WORK INSTRUCTIONS: The answer must be every entry, given again word for word.

Saved entries:
::::::::

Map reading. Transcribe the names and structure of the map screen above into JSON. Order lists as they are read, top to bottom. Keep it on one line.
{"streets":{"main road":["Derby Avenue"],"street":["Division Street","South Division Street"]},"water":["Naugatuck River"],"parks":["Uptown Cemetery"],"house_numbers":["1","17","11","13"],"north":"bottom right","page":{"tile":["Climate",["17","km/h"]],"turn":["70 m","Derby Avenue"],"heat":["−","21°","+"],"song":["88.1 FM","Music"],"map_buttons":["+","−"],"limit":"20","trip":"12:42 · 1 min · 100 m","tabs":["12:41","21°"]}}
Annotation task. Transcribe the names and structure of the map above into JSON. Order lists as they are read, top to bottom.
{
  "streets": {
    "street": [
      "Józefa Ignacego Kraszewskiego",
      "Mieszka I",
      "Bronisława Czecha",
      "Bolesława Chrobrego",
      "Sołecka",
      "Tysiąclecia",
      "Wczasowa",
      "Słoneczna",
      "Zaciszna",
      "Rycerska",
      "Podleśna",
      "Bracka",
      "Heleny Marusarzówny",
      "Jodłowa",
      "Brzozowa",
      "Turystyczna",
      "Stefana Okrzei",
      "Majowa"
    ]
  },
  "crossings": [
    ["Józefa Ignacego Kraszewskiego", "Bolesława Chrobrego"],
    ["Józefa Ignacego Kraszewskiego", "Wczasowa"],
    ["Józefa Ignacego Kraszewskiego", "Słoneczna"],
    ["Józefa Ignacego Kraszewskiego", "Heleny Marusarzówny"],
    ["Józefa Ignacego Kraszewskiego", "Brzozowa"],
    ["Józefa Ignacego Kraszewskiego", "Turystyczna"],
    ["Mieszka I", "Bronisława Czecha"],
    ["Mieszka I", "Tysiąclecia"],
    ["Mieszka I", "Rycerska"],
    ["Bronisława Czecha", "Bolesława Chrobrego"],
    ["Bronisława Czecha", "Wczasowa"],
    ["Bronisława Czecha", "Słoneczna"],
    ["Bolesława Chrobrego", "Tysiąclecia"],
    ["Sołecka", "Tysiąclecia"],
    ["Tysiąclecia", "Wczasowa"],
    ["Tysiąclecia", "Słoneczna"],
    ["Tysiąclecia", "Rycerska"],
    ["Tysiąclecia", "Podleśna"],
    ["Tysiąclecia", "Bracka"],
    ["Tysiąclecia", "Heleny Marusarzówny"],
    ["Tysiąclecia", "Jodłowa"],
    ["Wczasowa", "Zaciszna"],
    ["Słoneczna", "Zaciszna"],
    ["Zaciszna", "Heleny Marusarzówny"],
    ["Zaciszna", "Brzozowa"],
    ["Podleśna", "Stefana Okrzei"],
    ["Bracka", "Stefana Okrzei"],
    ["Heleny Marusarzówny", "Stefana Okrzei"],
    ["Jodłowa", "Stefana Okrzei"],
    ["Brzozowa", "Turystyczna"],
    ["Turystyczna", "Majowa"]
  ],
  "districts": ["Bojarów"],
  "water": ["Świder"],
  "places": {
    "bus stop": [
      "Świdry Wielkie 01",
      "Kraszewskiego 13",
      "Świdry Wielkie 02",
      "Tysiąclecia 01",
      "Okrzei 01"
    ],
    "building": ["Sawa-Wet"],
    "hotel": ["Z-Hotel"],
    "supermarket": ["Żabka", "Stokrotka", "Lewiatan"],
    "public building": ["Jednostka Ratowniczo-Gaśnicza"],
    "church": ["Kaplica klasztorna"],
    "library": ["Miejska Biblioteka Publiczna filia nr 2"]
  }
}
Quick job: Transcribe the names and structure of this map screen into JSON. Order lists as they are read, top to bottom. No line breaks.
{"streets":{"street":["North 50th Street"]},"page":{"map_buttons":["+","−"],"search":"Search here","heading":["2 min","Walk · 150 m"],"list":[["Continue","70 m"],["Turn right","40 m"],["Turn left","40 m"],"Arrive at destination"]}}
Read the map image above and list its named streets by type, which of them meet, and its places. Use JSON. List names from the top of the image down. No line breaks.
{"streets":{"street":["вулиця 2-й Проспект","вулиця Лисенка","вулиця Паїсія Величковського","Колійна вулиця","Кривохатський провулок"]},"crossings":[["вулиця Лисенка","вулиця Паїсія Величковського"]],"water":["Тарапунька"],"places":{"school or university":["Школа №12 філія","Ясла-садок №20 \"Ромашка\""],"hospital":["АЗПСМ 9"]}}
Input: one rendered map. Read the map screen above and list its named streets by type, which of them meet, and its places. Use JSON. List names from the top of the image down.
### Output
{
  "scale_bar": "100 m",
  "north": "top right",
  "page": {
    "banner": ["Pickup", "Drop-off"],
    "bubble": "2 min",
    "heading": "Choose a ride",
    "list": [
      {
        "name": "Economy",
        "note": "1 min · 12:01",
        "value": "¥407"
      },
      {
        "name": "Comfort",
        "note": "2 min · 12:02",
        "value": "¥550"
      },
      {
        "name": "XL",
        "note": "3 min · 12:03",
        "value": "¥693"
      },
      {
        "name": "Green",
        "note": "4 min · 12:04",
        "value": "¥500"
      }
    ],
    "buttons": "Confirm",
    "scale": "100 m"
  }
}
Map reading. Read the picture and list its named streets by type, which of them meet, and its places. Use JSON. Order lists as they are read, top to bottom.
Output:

::::::::

SOLUTION FOR THIS EXERCISE:
Map reading. Transcribe the names and structure of the map screen above into JSON. Order lists as they are read, top to bottom. Keep it on one line.
{"streets":{"main road":["Derby Avenue"],"street":["Division Street","South Division Street"]},"water":["Naugatuck River"],"parks":["Uptown Cemetery"],"house_numbers":["1","17","11","13"],"north":"bottom right","page":{"tile":["Climate",["17","km/h"]],"turn":["70 m","Derby Avenue"],"heat":["−","21°","+"],"song":["88.1 FM","Music"],"map_buttons":["+","−"],"limit":"20","trip":"12:42 · 1 min · 100 m","tabs":["12:41","21°"]}}
Annotation task. Transcribe the names and structure of the map above into JSON. Order lists as they are read, top to bottom.
{
  "streets": {
    "street": [
      "Józefa Ignacego Kraszewskiego",
      "Mieszka I",
      "Bronisława Czecha",
      "Bolesława Chrobrego",
      "Sołecka",
      "Tysiąclecia",
      "Wczasowa",
      "Słoneczna",
      "Zaciszna",
      "Rycerska",
      "Podleśna",
      "Bracka",
      "Heleny Marusarzówny",
      "Jodłowa",
      "Brzozowa",
      "Turystyczna",
      "Stefana Okrzei",
      "Majowa"
    ]
  },
  "crossings": [
    ["Józefa Ignacego Kraszewskiego", "Bolesława Chrobrego"],
    ["Józefa Ignacego Kraszewskiego", "Wczasowa"],
    ["Józefa Ignacego Kraszewskiego", "Słoneczna"],
    ["Józefa Ignacego Kraszewskiego", "Heleny Marusarzówny"],
    ["Józefa Ignacego Kraszewskiego", "Brzozowa"],
    ["Józefa Ignacego Kraszewskiego", "Turystyczna"],
    ["Mieszka I", "Bronisława Czecha"],
    ["Mieszka I", "Tysiąclecia"],
    ["Mieszka I", "Rycerska"],
    ["Bronisława Czecha", "Bolesława Chrobrego"],
    ["Bronisława Czecha", "Wczasowa"],
    ["Bronisława Czecha", "Słoneczna"],
    ["Bolesława Chrobrego", "Tysiąclecia"],
    ["Sołecka", "Tysiąclecia"],
    ["Tysiąclecia", "Wczasowa"],
    ["Tysiąclecia", "Słoneczna"],
    ["Tysiąclecia", "Rycerska"],
    ["Tysiąclecia", "Podleśna"],
    ["Tysiąclecia", "Bracka"],
    ["Tysiąclecia", "Heleny Marusarzówny"],
    ["Tysiąclecia", "Jodłowa"],
    ["Wczasowa", "Zaciszna"],
    ["Słoneczna", "Zaciszna"],
    ["Zaciszna", "Heleny Marusarzówny"],
    ["Zaciszna", "Brzozowa"],
    ["Podleśna", "Stefana Okrzei"],
    ["Bracka", "Stefana Okrzei"],
    ["Heleny Marusarzówny", "Stefana Okrzei"],
    ["Jodłowa", "Stefana Okrzei"],
    ["Brzozowa", "Turystyczna"],
    ["Turystyczna", "Majowa"]
  ],
  "districts": ["Bojarów"],
  "water": ["Świder"],
  "places": {
    "bus stop": [
      "Świdry Wielkie 01",
      "Kraszewskiego 13",
      "Świdry Wielkie 02",
      "Tysiąclecia 01",
      "Okrzei 01"
    ],
    "building": ["Sawa-Wet"],
    "hotel": ["Z-Hotel"],
    "supermarket": ["Żabka", "Stokrotka", "Lewiatan"],
    "public building": ["Jednostka Ratowniczo-Gaśnicza"],
    "church": ["Kaplica klasztorna"],
    "library": ["Miejska Biblioteka Publiczna filia nr 2"]
  }
}
Quick job: Transcribe the names and structure of this map screen into JSON. Order lists as they are read, top to bottom. No line breaks.
{"streets":{"street":["North 50th Street"]},"page":{"map_buttons":["+","−"],"search":"Search here","heading":["2 min","Walk · 150 m"],"list":[["Continue","70 m"],["Turn right","40 m"],["Turn left","40 m"],"Arrive at destination"]}}
Read the map image above and list its named streets by type, which of them meet, and its places. Use JSON. List names from the top of the image down. No line breaks.
{"streets":{"street":["вулиця 2-й Проспект","вулиця Лисенка","вулиця Паїсія Величковського","Колійна вулиця","Кривохатський провулок"]},"crossings":[["вулиця Лисенка","вулиця Паїсія Величковського"]],"water":["Тарапунька"],"places":{"school or university":["Школа №12 філія","Ясла-садок №20 \"Ромашка\""],"hospital":["АЗПСМ 9"]}}
Input: one rendered map. Read the map screen above and list its named streets by type, which of them meet, and its places. Use JSON. List names from the top of the image down.
### Output
{
  "scale_bar": "100 m",
  "north": "top right",
  "page": {
    "banner": ["Pickup", "Drop-off"],
    "bubble": "2 min",
    "heading": "Choose a ride",
    "list": [
      {
        "name": "Economy",
        "note": "1 min · 12:01",
        "value": "¥407"
      },
      {
        "name": "Comfort",
        "note": "2 min · 12:02",
        "value": "¥550"
      },
      {
        "name": "XL",
        "note": "3 min · 12:03",
        "value": "¥693"
      },
      {
        "name": "Green",
        "note": "4 min · 12:04",
        "value": "¥500"
      }
    ],
    "buttons": "Confirm",
    "scale": "100 m"
  }
}
Map reading. Read the picture and list its named streets by type, which of them meet, and its places. Use JSON. Order lists as they are read, top to bottom.
Output:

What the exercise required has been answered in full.